In all cases, determining the
probability of successfully defending a claim against the Retained
Vodafone Group involves the application of judgement as the outcome
is inherently uncertain. The determination of the value of any
future outflows of cash or other resources, and the timing of such
outflows, involves the use of estimates. The costs incurred in
complex legal proceedings, regardless of outcome, can be
significant.
1. VISPL tax claims
Vodafone India Services Private
Limited ("VISPL") is involved in a number of tax cases. As at 30
September 2024, the total value of the claims is approximately €468
million plus interest, and penalties of up to 300% of the
principal. Of the individual tax claims, the most significant is
for approximately €238 million (plus interest of €672 million),
which VISPL has been assessed as owing in respect of: (i) the sale
of an international call centre by VISPL to Hutchison
Telecommunications International Limited group ("HTIL"); and (ii)
the acquisition of and/or the alleged transfer of options held by
VISPL in Vodafone India Limited. Item (i) is subject to an
indemnity by HTIL. Item (ii), which forms the largest part of the
potential claim, is not subject to any indemnity.
A stay of the tax demand was
obtained following a deposit of INR 2,000 million (€22 million)
being paid, and a corporate guarantee being provided by Vodafone
International Holdings BV ("VIHBV") for the balance of tax
assessed. On 8 October 2015, the Bombay High Court ruled in favour
of VISPL in relation to the options and the call centre sale. The
Indian Tax Authority has appealed to the Supreme Court of India.
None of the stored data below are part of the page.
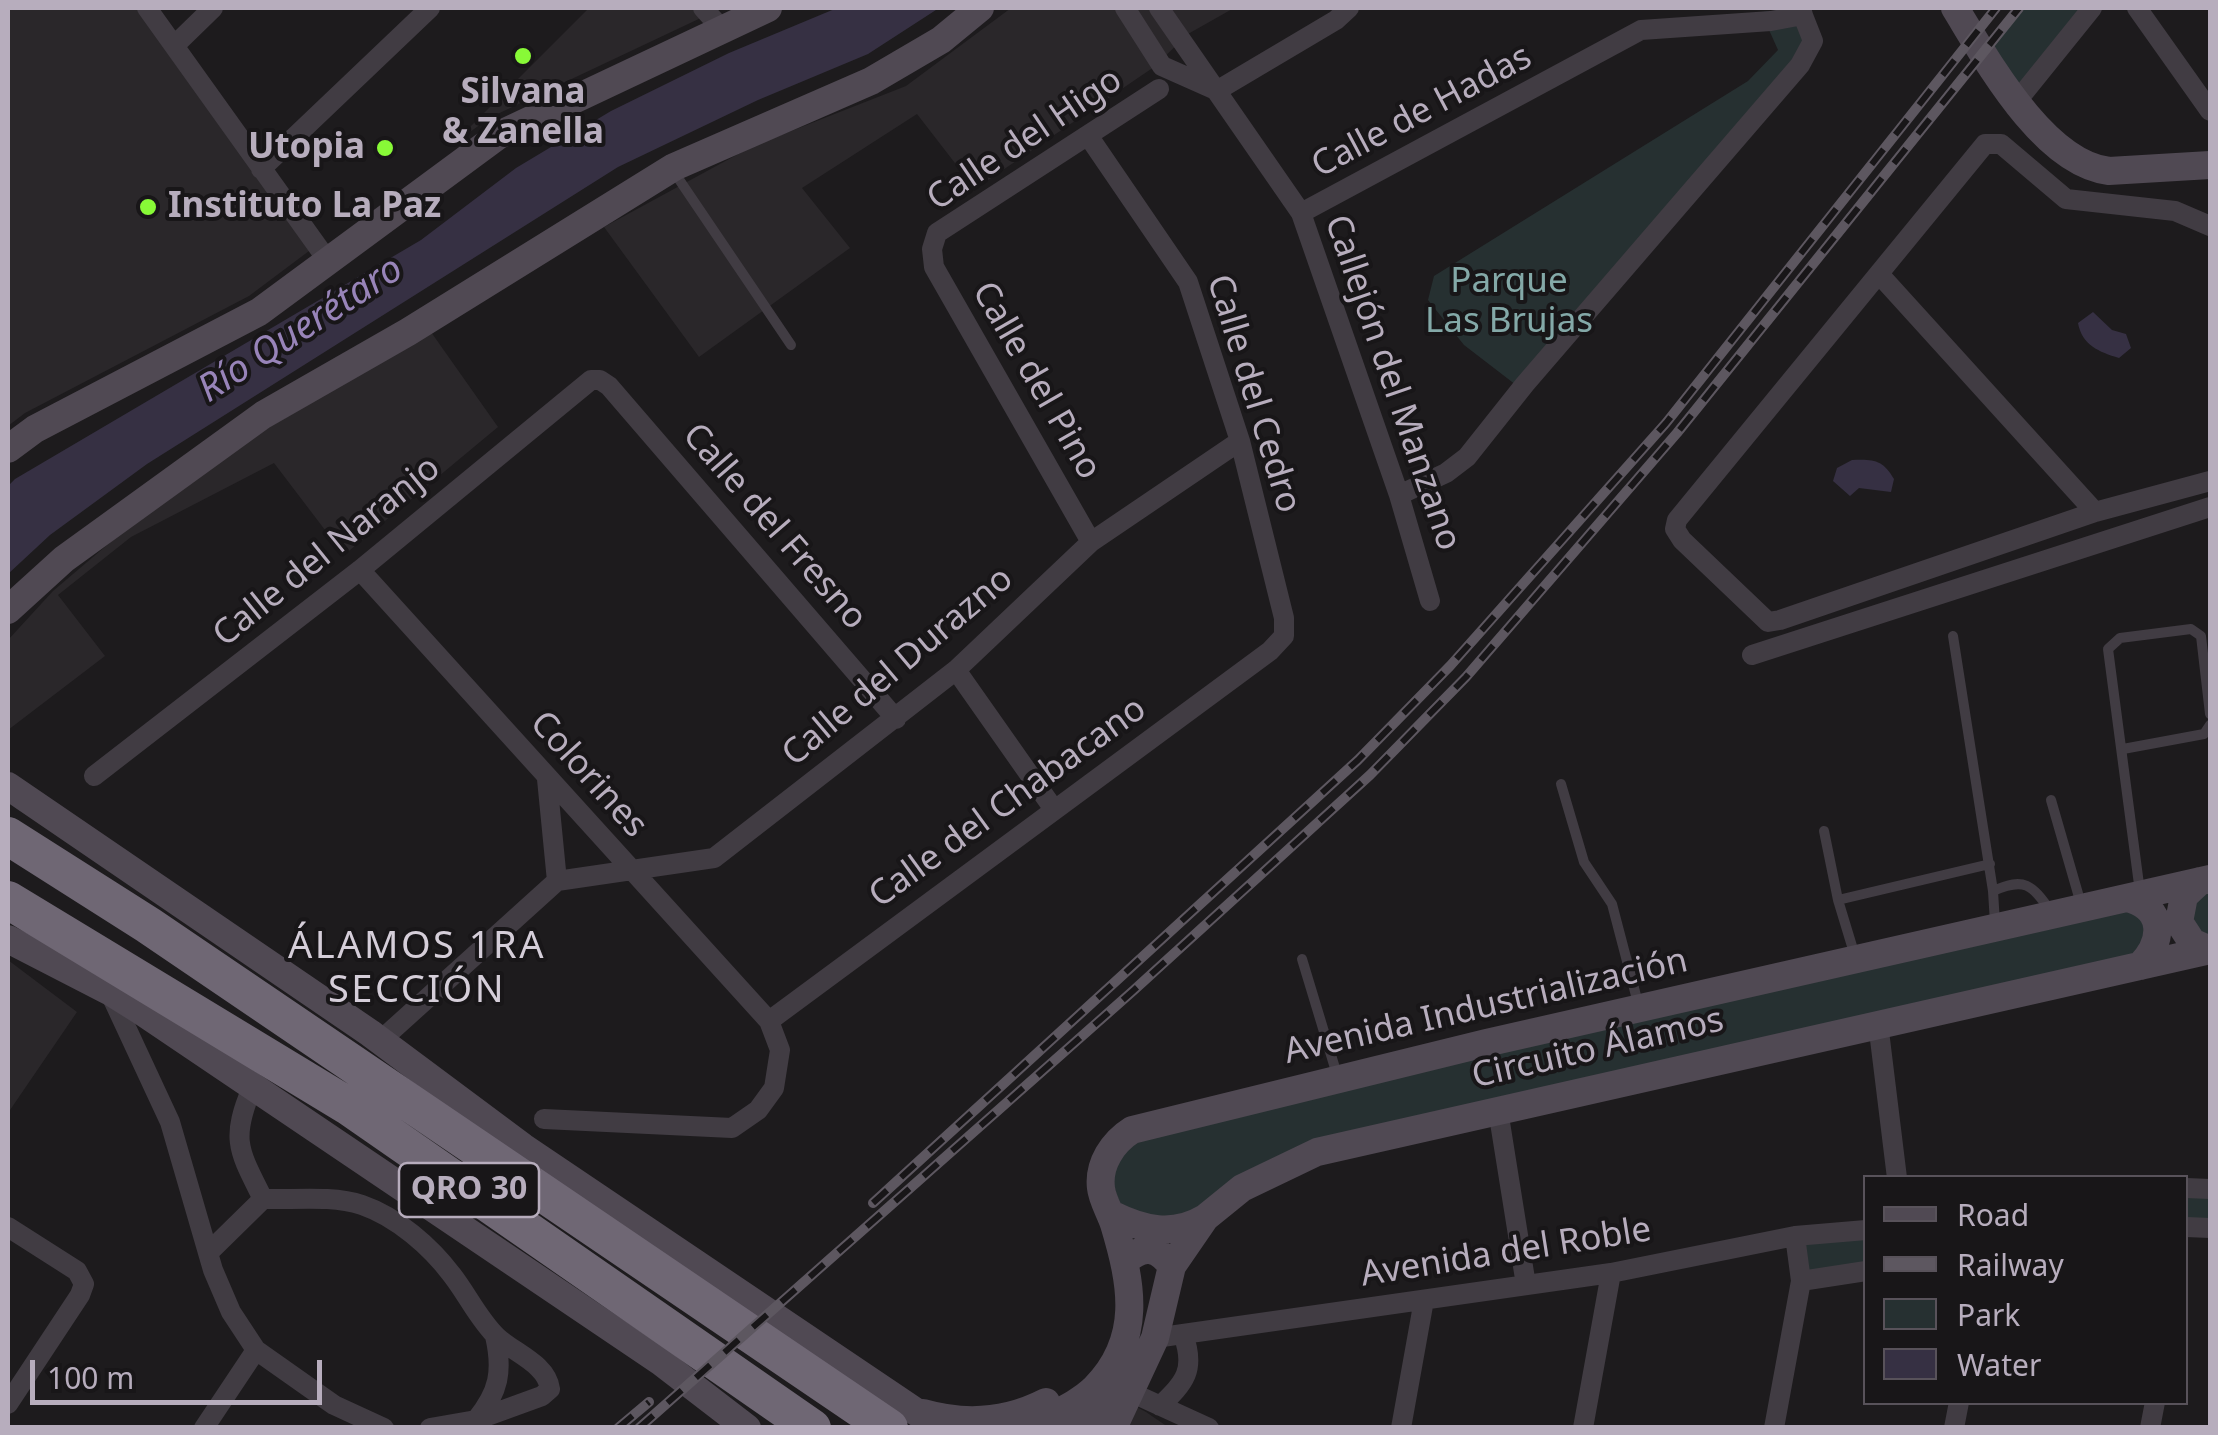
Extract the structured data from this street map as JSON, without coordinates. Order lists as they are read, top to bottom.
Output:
{
  "streets": {
    "highway": ["QRO 30"],
    "main road": ["Avenida Industrialización", "Circuito Álamos"],
    "street": [
      "Calle de Hadas",
      "Calle del Higo",
      "Calle del Pino",
      "Callejón del Manzano",
      "Calle del Cedro",
      "Calle del Fresno",
      "Calle del Naranjo",
      "Calle del Durazno",
      "Colorines",
      "Calle del Chabacano",
      "Avenida del Roble"
    ]
  },
  "crossings": [
    ["Calle de Hadas", "Callejón del Manzano"],
    ["Calle del Higo", "Calle del Pino"],
    ["Calle del Higo", "Calle del Cedro"],
    ["Calle del Pino", "Calle del Durazno"],
    ["Calle del Cedro", "Calle del Durazno"],
    ["Calle del Cedro", "Calle del Chabacano"],
    ["Calle del Fresno", "Calle del Naranjo"],
    ["Calle del Fresno", "Calle del Durazno"],
    ["Calle del Naranjo", "Colorines"],
    ["Calle del Durazno", "Colorines"],
    ["Colorines", "Calle del Chabacano"],
    ["Circuito Álamos", "Avenida del Roble"]
  ],
  "districts": ["ÁLAMOS 1RA SECCIÓN"],
  "water": ["Río Querétaro"],
  "parks": ["Parque Las Brujas"],
  "places": ["Silvana & Zanella", "Utopia", "Instituto La Paz"],
  "legend": [
    "Road",
    "Railway",
    "Park",
    "Water"
  ],
  "scale_bar": "100 m"
}
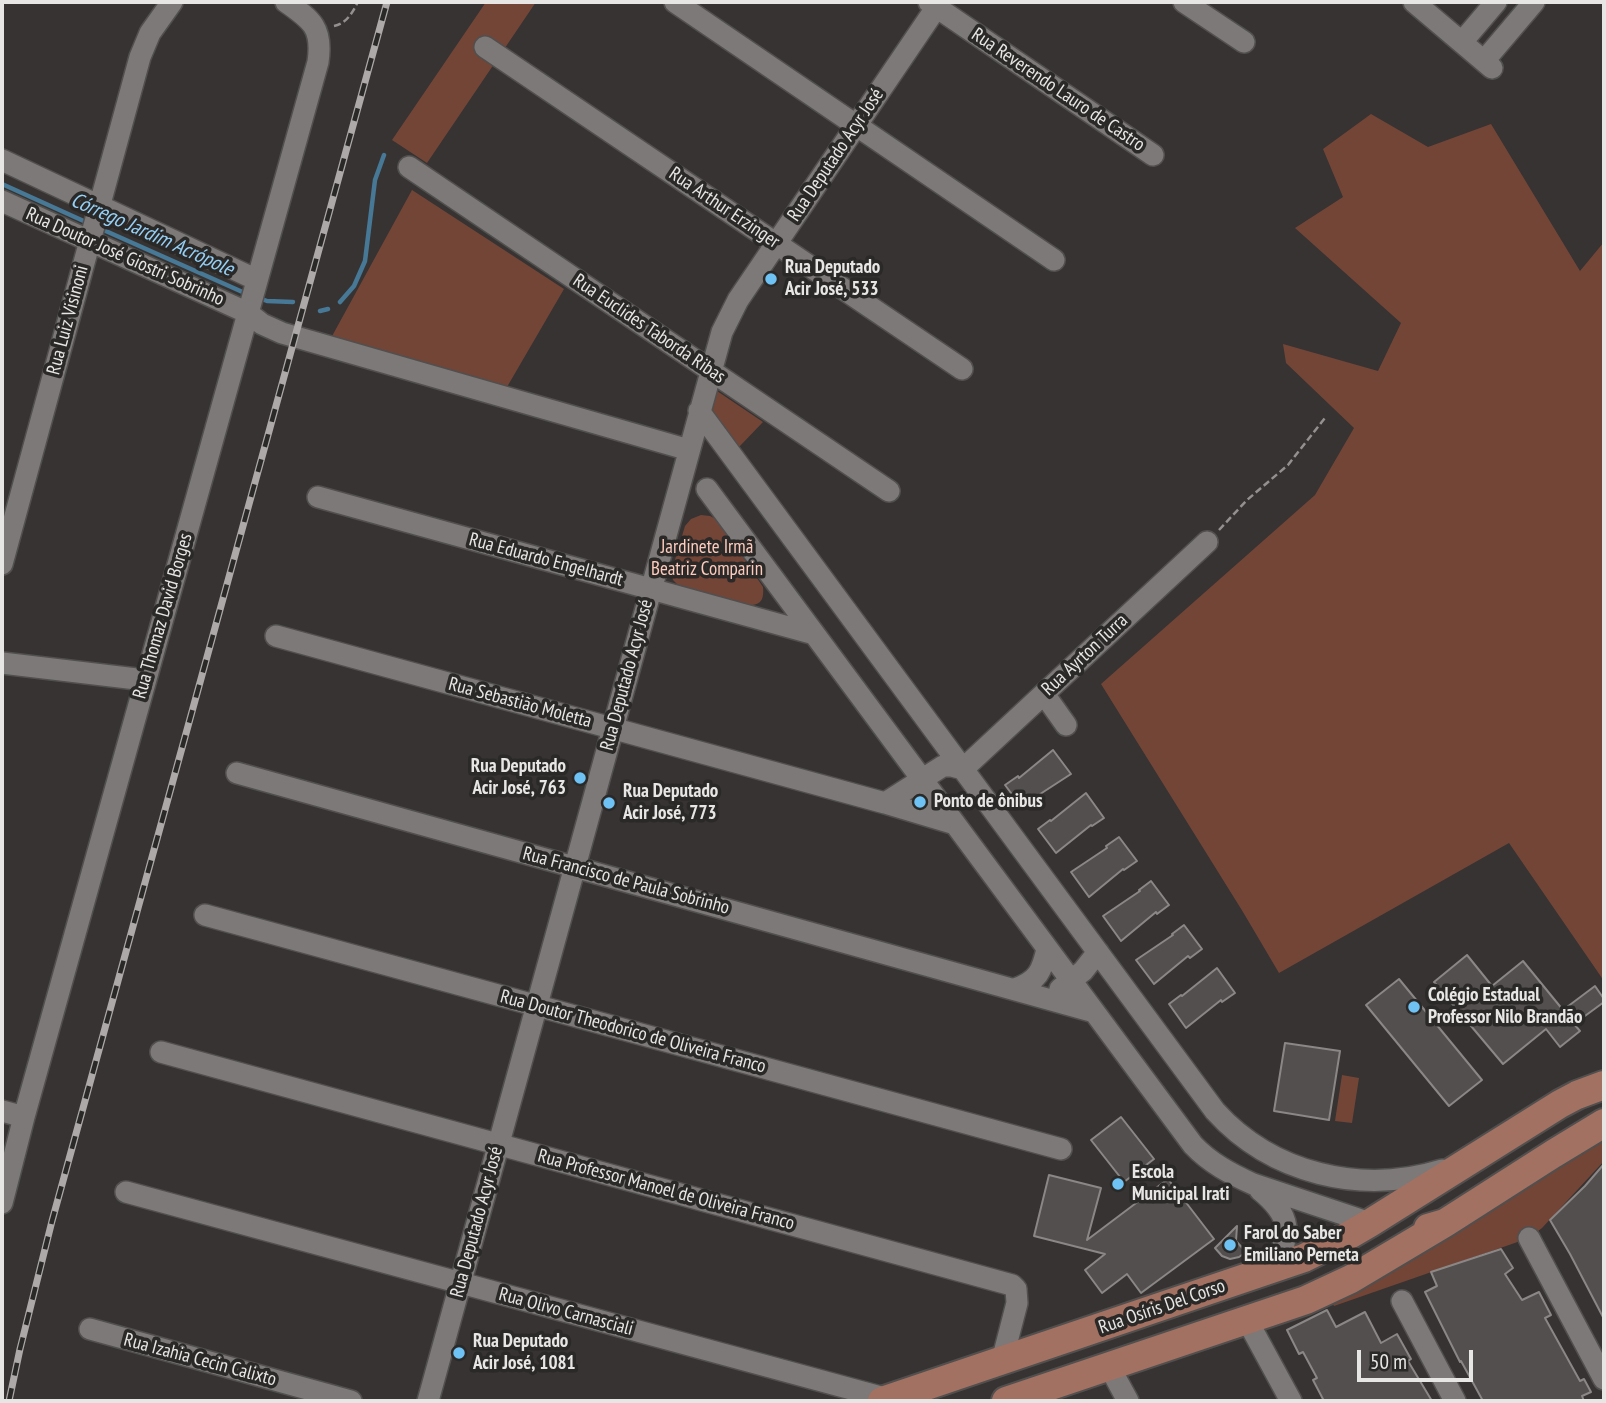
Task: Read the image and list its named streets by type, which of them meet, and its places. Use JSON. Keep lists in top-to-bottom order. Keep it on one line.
{"streets":{"main road":["Rua Osíris Del Corso"],"street":["Rua Reverendo Lauro de Castro","Rua Deputado Acyr José","Rua Arthur Erzinger","Rua Doutor José Giostri Sobrinho","Rua Luiz Visinoni","Rua Euclides Taborda Ribas","Rua Eduardo Engelhardt","Rua Thomaz David Borges","Rua Ayrton Turra","Rua Sebastião Moletta","Rua Francisco de Paula Sobrinho","Rua Doutor Theodorico de Oliveira Franco","Rua Professor Manoel de Oliveira Franco","Rua Olivo Carnasciali","Rua Izahia Cecin Calixto"]},"crossings":[["Rua Reverendo Lauro de Castro","Rua Deputado Acyr José"],["Rua Deputado Acyr José","Rua Arthur Erzinger"],["Rua Deputado Acyr José","Rua Doutor José Giostri Sobrinho"],["Rua Deputado Acyr José","Rua Euclides Taborda Ribas"],["Rua Deputado Acyr José","Rua Eduardo Engelhardt"],["Rua Deputado Acyr José","Rua Sebastião Moletta"],["Rua Deputado Acyr José","Rua Francisco de Paula Sobrinho"],["Rua Deputado Acyr José","Rua Doutor Theodorico de Oliveira Franco"],["Rua Deputado Acyr José","Rua Professor Manoel de Oliveira Franco"],["Rua Deputado Acyr José","Rua Olivo Carnasciali"],["Rua Doutor José Giostri Sobrinho","Rua Luiz Visinoni"],["Rua Doutor José Giostri Sobrinho","Rua Thomaz David Borges"],["Rua Professor Manoel de Oliveira Franco","Rua Osíris Del Corso"],["Rua Osíris Del Corso","Rua Olivo Carnasciali"]],"water":["Córrego Jardim Acrópole"],"parks":["Jardinete Irmã Beatriz Comparin"],"places":["Rua Deputado Acir José, 533","Rua Deputado Acir José, 763","Ponto de ônibus","Rua Deputado Acir José, 773","Colégio Estadual Professor Nilo Brandão","Escola Municipal Irati","Farol do Saber Emiliano Perneta","Rua Deputado Acir José, 1081"],"scale_bar":"50 m"}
The appeal hearing has been adjourned indefinitely. A claim in
respect of the transfer pricing margin charged for the
international call centre of HTIL prior to the 2007 transaction
with Vodafone for HTIL assets in India has now been settled. While
there is some uncertainty as to the outcome of the remaining tax
cases involving VISPL, the Vodafone group believes it has valid
defences and does not consider it probable that a financial outflow
will be required to settle these cases.
2. Netherlands tax case
Vodafone Europe BV ("VEBV") received
assessments totalling €267 million of tax and interest from the
Dutch tax authorities, who challenged the application of the arm's
length principle in relation to various intra-group financing
transactions. VEBV entered into a guarantee for the full value of
the assessments issued. VEBV appealed against these assessments to
the District Court of the Hague where a hearing was held in March
2023. The District Court issued its judgement in July 2023,
upholding VEBV's appeal in relation to the majority of issues and
requiring the Dutch tax authorities to significantly reduce its
assessments. VEBV and the Dutch tax authorities have since appealed
the judgement. The appeal hearing is currently scheduled to take
place on 4 February 2025. The Vodafone group continues to believe
it has robust defences but has recorded a provision of €24 million
for tax and interest, reflecting its current view of the probable
financial outflow required to fully resolve the issue and has
reduced the guarantee to the same value.
3. Germany: price increase class
action
In November 2023, the
Verbraucherzentrale Bundesverband (Federation of German Consumer
Organisations) initiated a class action against Vodafone Germany in
the Hamm Higher Regional Court. Vodafone Germany implemented price
increases of €5 per month for fixed lines services in 2023 in
response to higher costs. The claim alleges that terms regarding
price increases in the consumer contracts entered into by Vodafone
Germany's customers up until August 2023 are invalid under German
civil law and seeks reimbursement of the additional charges plus
interest. Customers must enter their details onto the register of
collective actions on the Federal Office of Justice website in
order to participate in the claim. The register opened on 23 April
2024. Whilst the Vodafone group intends to defend the claim, it is
not able to determine the likelihood or estimate the amount of any
possible financial loss at this early stage of the
proceedings.
4. Germany: claims regarding transfer of
data to credit agencies
Individual consumers are bringing
claims against Vodafone Germany and/or the other national network
operators alleging that information was passed to credit agencies
up to February 2024 about contracts for mobile services without
consumer consent. The claims seek damages of up to €5,000 per
contract for GDPR (General Data Protection Regulation)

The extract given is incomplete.